Your answer should be each line of the entries that contains the word "image", copied in full.

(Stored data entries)
━━━━━━━━━━━━━━━━━━━━━━━━━━━━━━

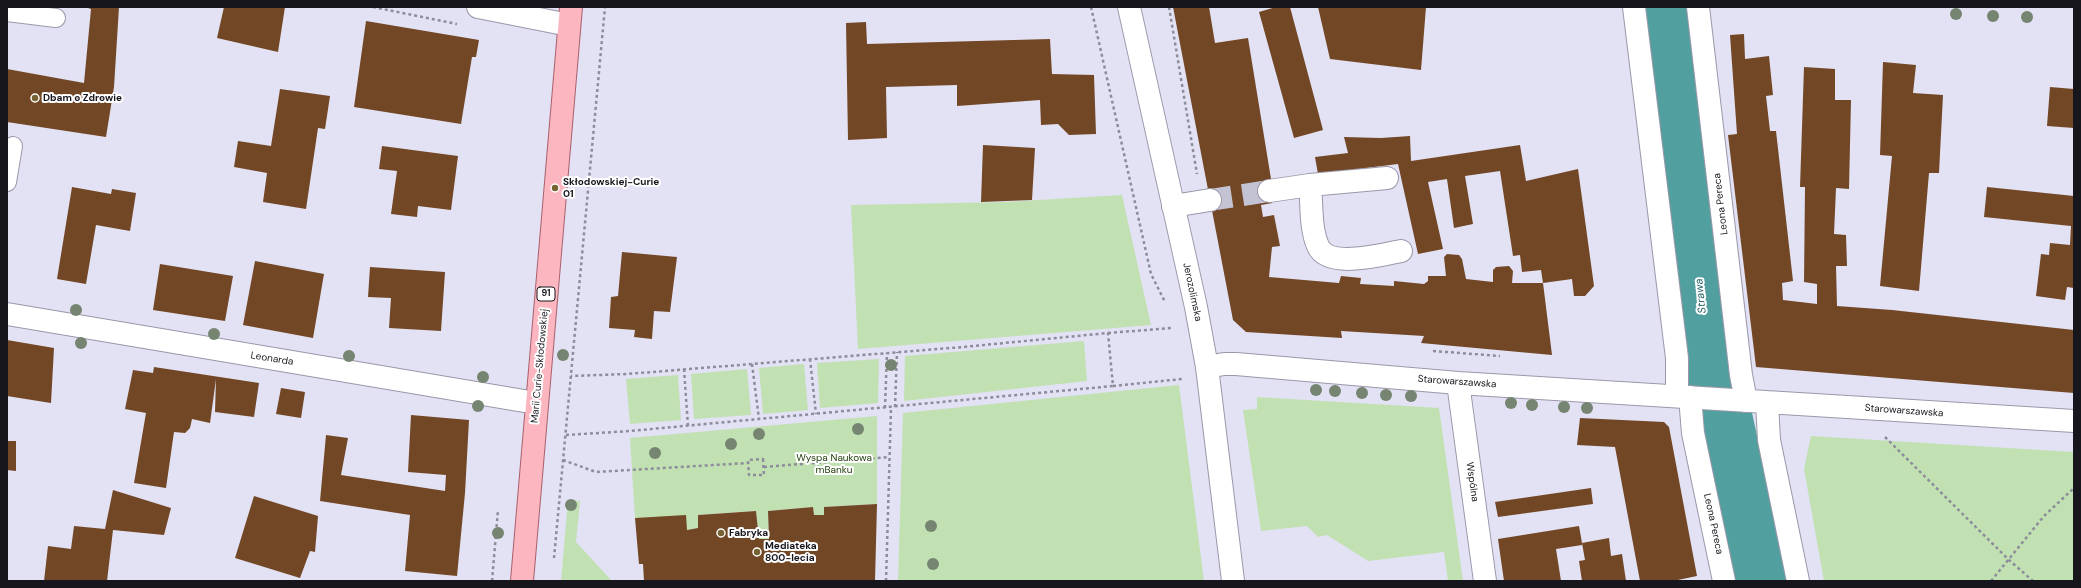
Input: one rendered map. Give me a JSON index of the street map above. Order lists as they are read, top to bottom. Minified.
{"streets":{"main road":["91","Marii Curie-Skłodowskiej"],"street":["Leona Pereca","Jerozolimska","Leonarda","Starowarszawska","Wspólna"]},"crossings":[["Leona Pereca","Starowarszawska"],["Jerozolimska","Starowarszawska"],["Leonarda","Marii Curie-Skłodowskiej"],["Starowarszawska","Wspólna"]],"water":["Strawa"],"parks":["Wyspa Naukowa mBanku"],"places":["Dbam o Zdrowie","Skłodowskiej-Curie 01","Fabryka","Mediateka 800-lecia"]}
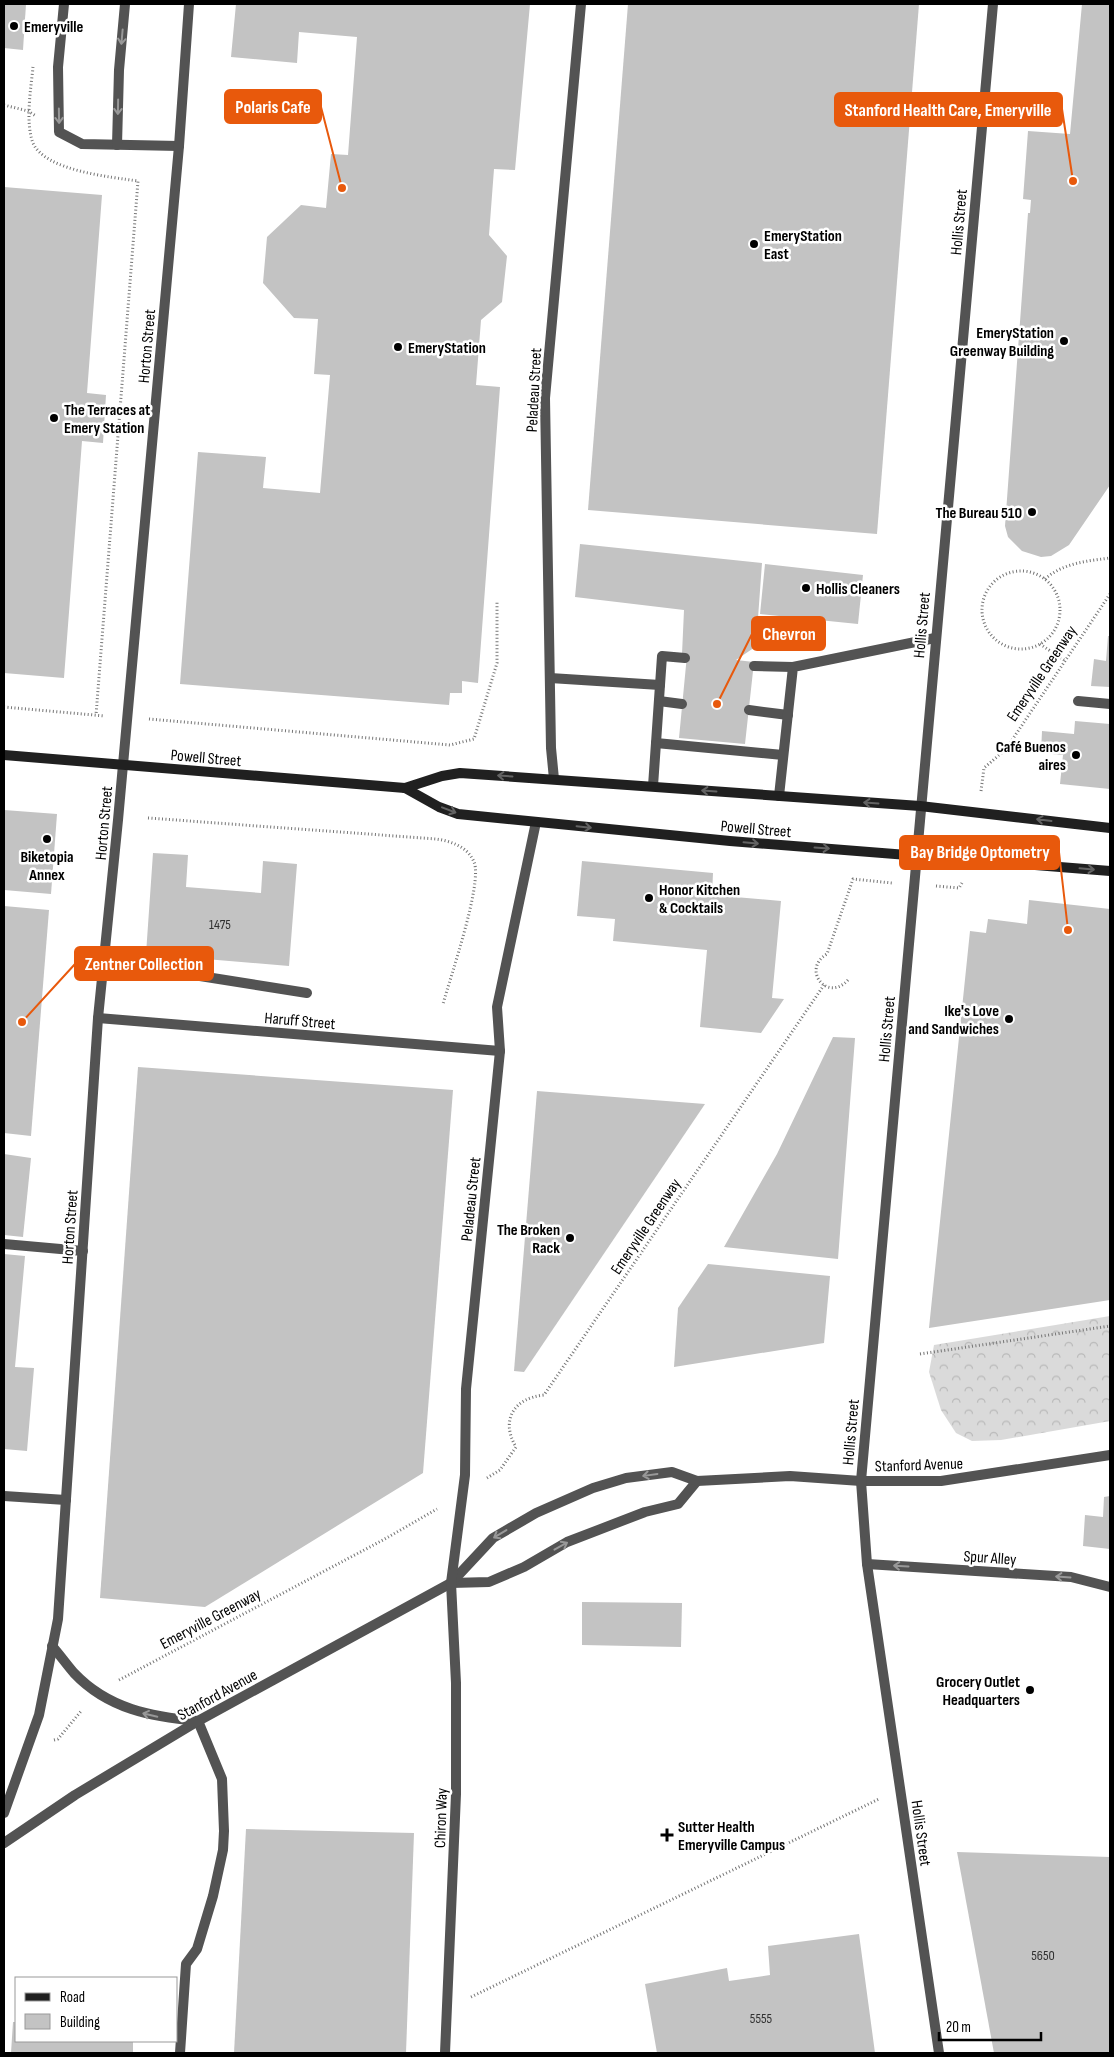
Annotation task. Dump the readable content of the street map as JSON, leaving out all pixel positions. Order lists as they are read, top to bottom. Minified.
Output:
{"streets":{"main road":["Powell Street"],"street":["Hollis Street","Horton Street","Peladeau Street","Haruff Street","Stanford Avenue","Spur Alley","Chiron Way"],"path":["Emeryville Greenway"]},"crossings":[["Hollis Street","Powell Street"],["Hollis Street","Stanford Avenue"],["Hollis Street","Spur Alley"],["Horton Street","Emeryville Greenway"],["Horton Street","Haruff Street"],["Peladeau Street","Powell Street"],["Peladeau Street","Haruff Street"],["Peladeau Street","Stanford Avenue"],["Peladeau Street","Chiron Way"],["Stanford Avenue","Chiron Way"]],"one_way":["Spur Alley"],"places":{"other":["Emeryville","Stanford Health Care, Emeryville","Polaris Cafe","EmeryStation East","EmeryStation Greenway Building","EmeryStation","The Terraces at Emery Station","The Bureau 510","Hollis Cleaners","Chevron","Café Buenos aires","Biketopia Annex","Honor Kitchen & Cocktails","Bay Bridge Optometry","Ike's Love and Sandwiches","Zentner Collection","The Broken Rack","Grocery Outlet Headquarters"],"health":["Sutter Health Emeryville Campus"]},"house_numbers":["1475","5650","5555"],"legend":["Road","Building"],"scale_bar":"20 m"}
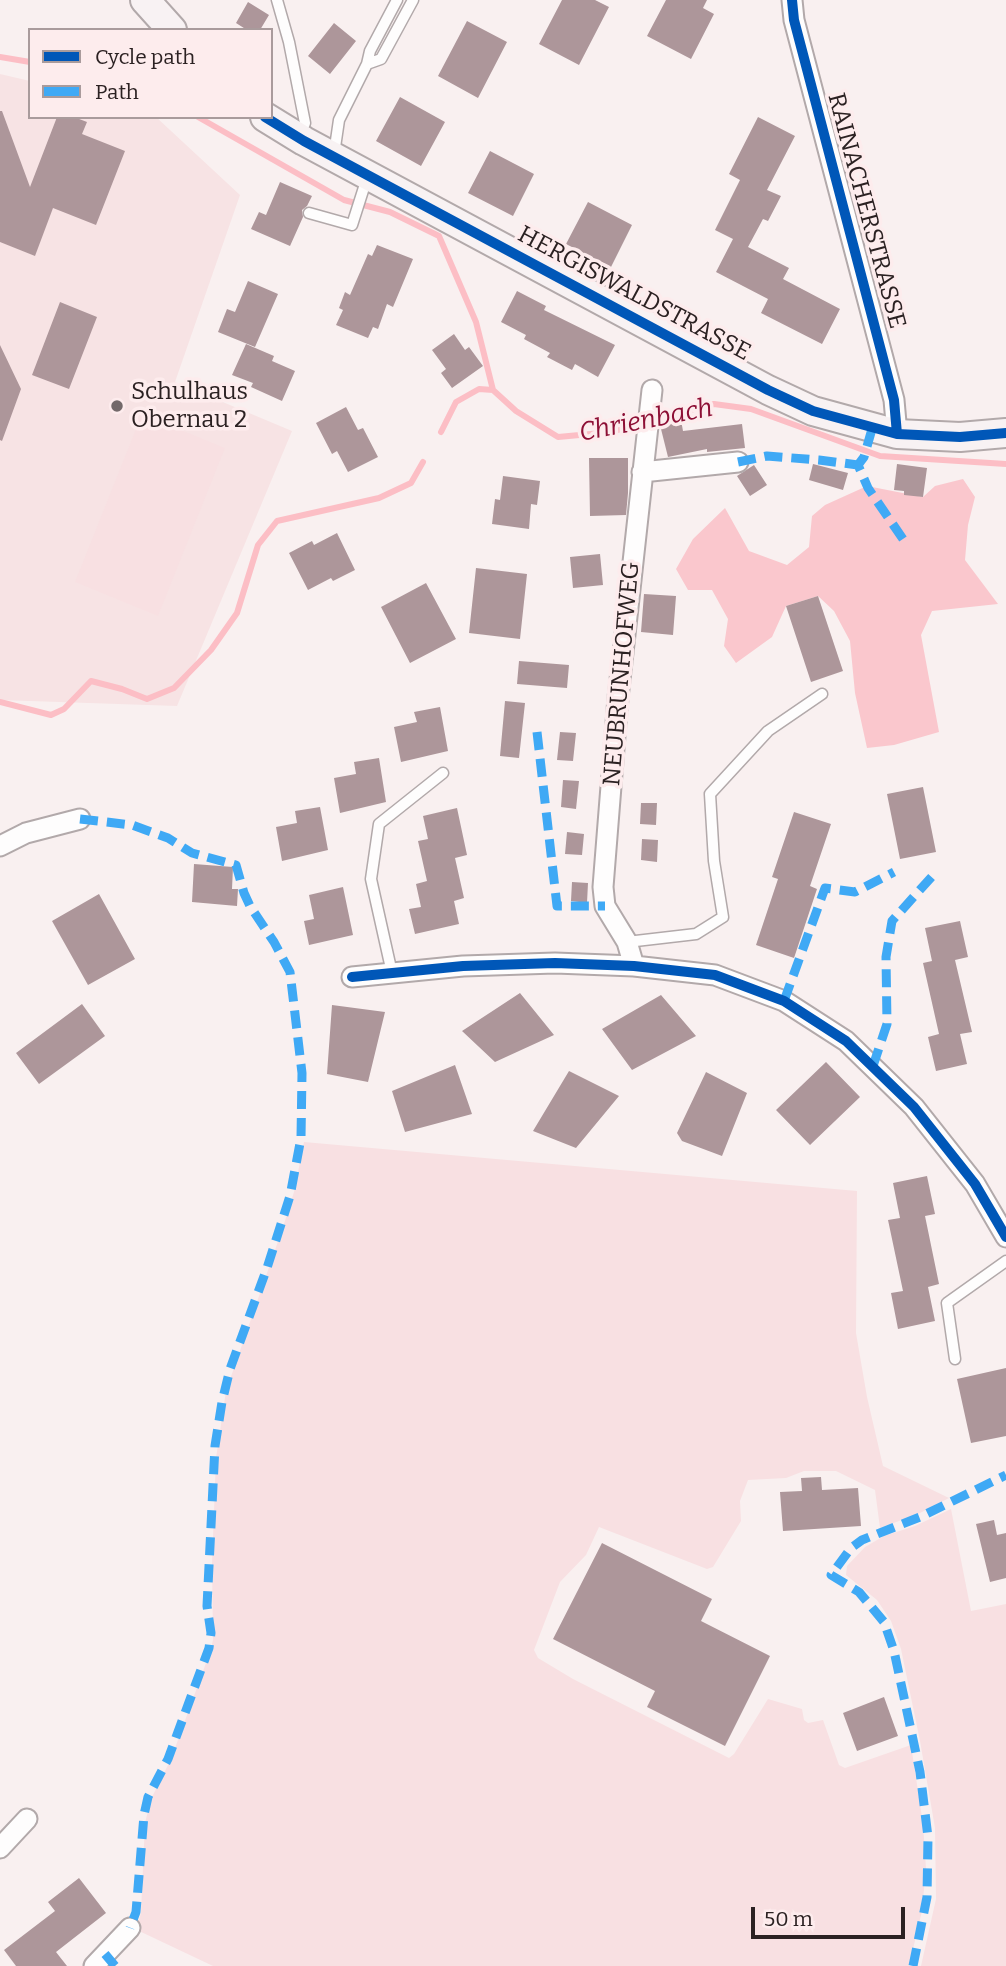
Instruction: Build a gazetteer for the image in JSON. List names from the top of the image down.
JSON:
{
  "streets": {
    "street": ["RAINACHERSTRASSE", "HERGISWALDSTRASSE", "NEUBRUNHOFWEG"]
  },
  "crossings": [
    ["RAINACHERSTRASSE", "HERGISWALDSTRASSE"]
  ],
  "water": ["Chrienbach"],
  "places": ["Schulhaus Obernau 2"],
  "legend": ["Cycle path", "Path"],
  "scale_bar": "50 m"
}
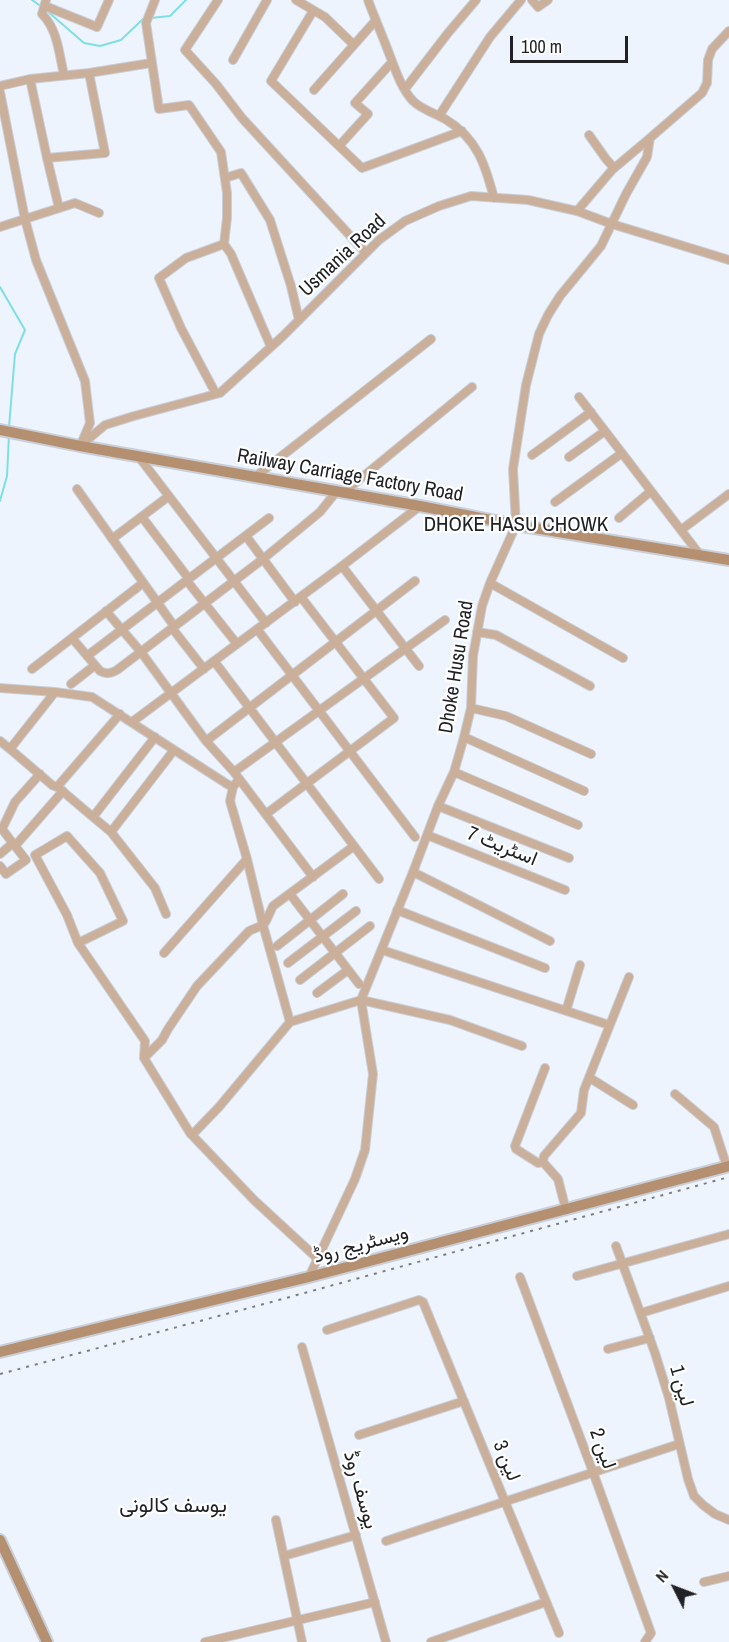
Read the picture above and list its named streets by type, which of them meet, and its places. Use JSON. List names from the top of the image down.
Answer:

━━━━━━━━━━━━━━━━━━━━━━━━━━━━━━

Reply to the task:
Instruction: Build a gazetteer for the image in JSON. List names from the top of the image down.
Read the picture above and list its named streets by type, which of them meet, and its places. Use JSON. List names from the top of the image down.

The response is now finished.